Messing around in boats, 1870s style

By Clare McComb

A recently-found 1870s photo album offers a glimpse into the adventures of a wealthy young man, JCK Warneford.

Black Angel: Warneford’s elegant Edwards and Symes steam launch on the Thames. Note the daring young lady aboard, with three men!

Dover: Warneford visited several fashionable Kentish resorts in 1876 with his canoe, in addition to Dover and Ramsgate (the towns pictured here). Earlier he explored Windermere (canoe Frou Frou, 1871), Llandudno and Rhyll (canoe Coquette built by Messenger of Teddington, 1872) and Scarborough, as well as the length of the Thames.

Fashionable Henley, 2 July, 1875. Yawl Frou Frou (Salters, 1875) and ‘Pair Oar Gig’ Clytie (Salters, 1873). Elegant young women and their more casually attired companions enjoying the outing. Warneford owned both boats.

Frou-Frou and Jessie: Warneford’s new 4-ton yawl Frou Frou (1878), meets J Young’s Jessie. Note the tall mast and lugsail on Jessie. Both were boats built by Burgoyne of Kingston, famous for their Thames Raters and Queen Victoria’s barges

Frou Frou: Camping originally developed from days out on the Thames and this is very early, possibly posed, photo of a riverside picnic. Rare image of an awning over a pole. You had to be rich to afford both boat and photographer.

Possibly a Thames working boat, with two heavy masts, but not much room for cargo. Being photographed might have been a rare experience.

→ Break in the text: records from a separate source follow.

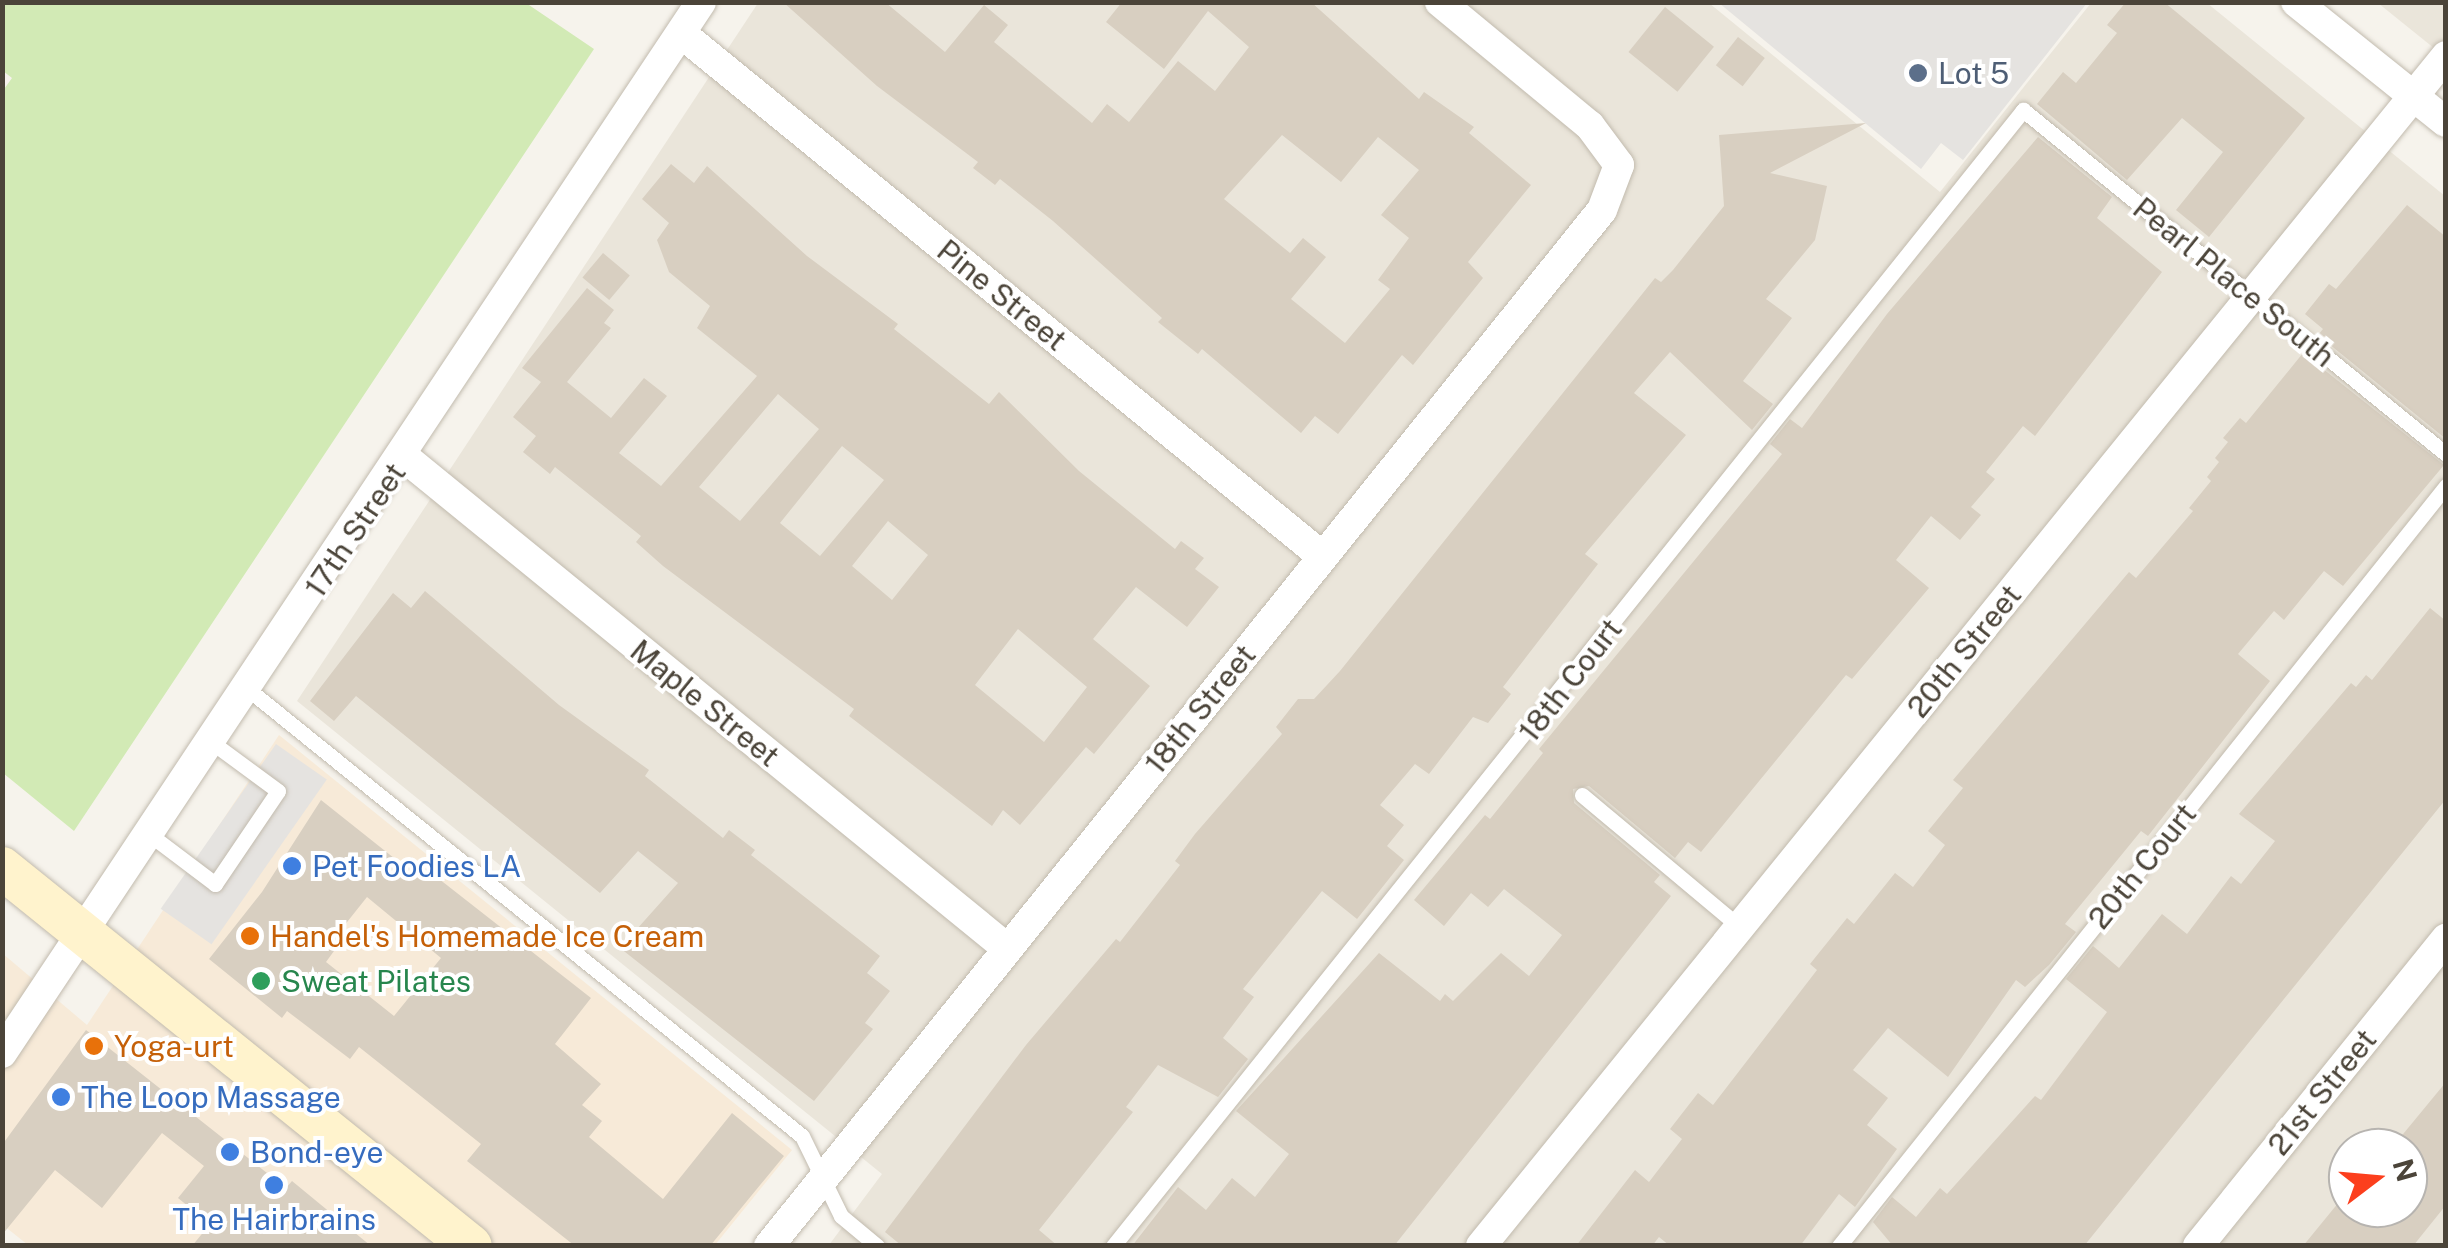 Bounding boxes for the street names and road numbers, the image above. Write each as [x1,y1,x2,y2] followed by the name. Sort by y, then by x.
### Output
[2126,190,2342,374] street label: Pearl Place South
[930,232,1074,358] street label: Pine Street
[297,456,413,604] street label: 17th Street
[1900,577,2028,725] street label: 20th Street
[1511,611,1629,749] street label: 18th Court
[623,632,787,774] street label: Maple Street
[1137,637,1263,781] street label: 18th Street
[2081,796,2203,936] street label: 20th Court
[2260,1022,2384,1162] street label: 21st Street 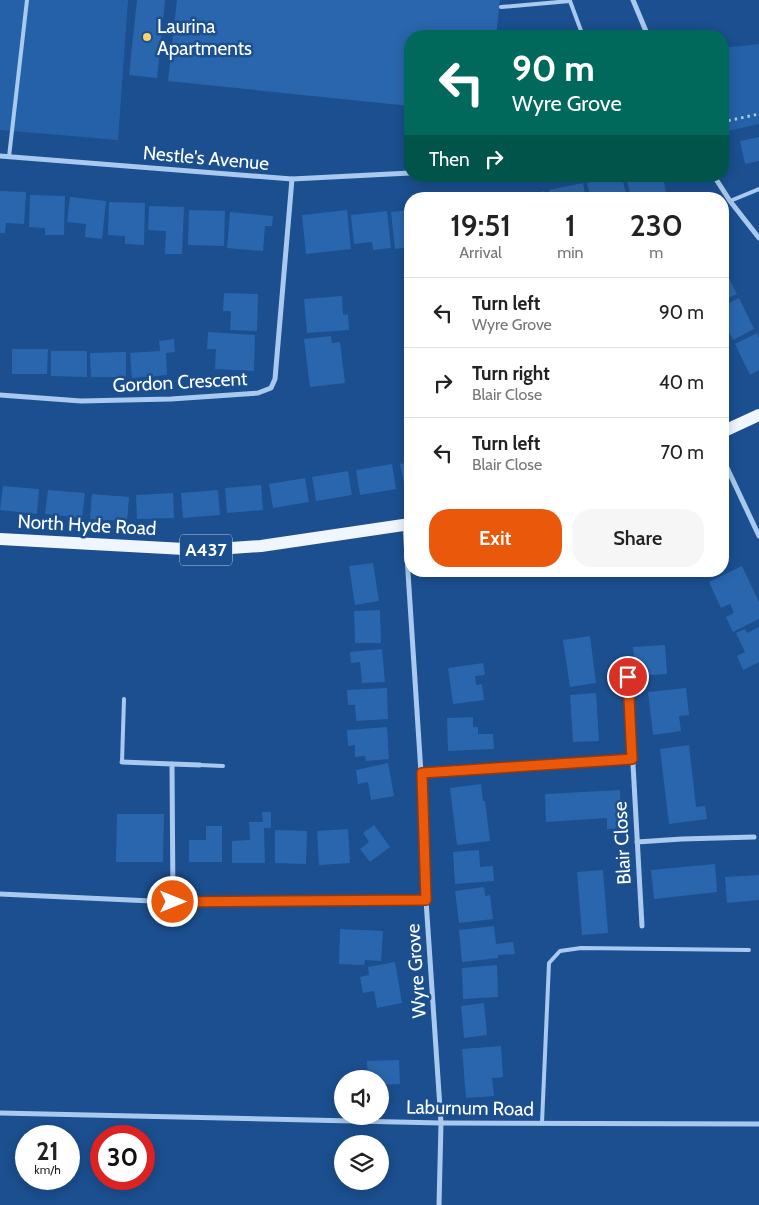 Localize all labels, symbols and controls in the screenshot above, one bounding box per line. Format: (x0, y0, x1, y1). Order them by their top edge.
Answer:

Ramsgate, July 1875: Warneford toured with canoe Frou-Frou, probably transported by Salters’ specialist delivery and recovery service for wealthy clients. She would have made heads turn compared to the small craft on hire to tourists on Ramsgate’s shore

Single seater sailing canoe, 1873: Warneford seems to call many of his boats Frou-Frou. Almost certainly photographed at Salters yard where many craft were stored. Her owner is as smart as his boat with its little lug sail. Canoes liek this offered freedom to set off on unplanned trips.

South Foreland: He seems interested in working boats. Both the Windermere picture, and this one taken under the white cliffs, show wealthy young men photographed with wooden working craft in unexplained poses. He’ll never push himself down the beach with that oar.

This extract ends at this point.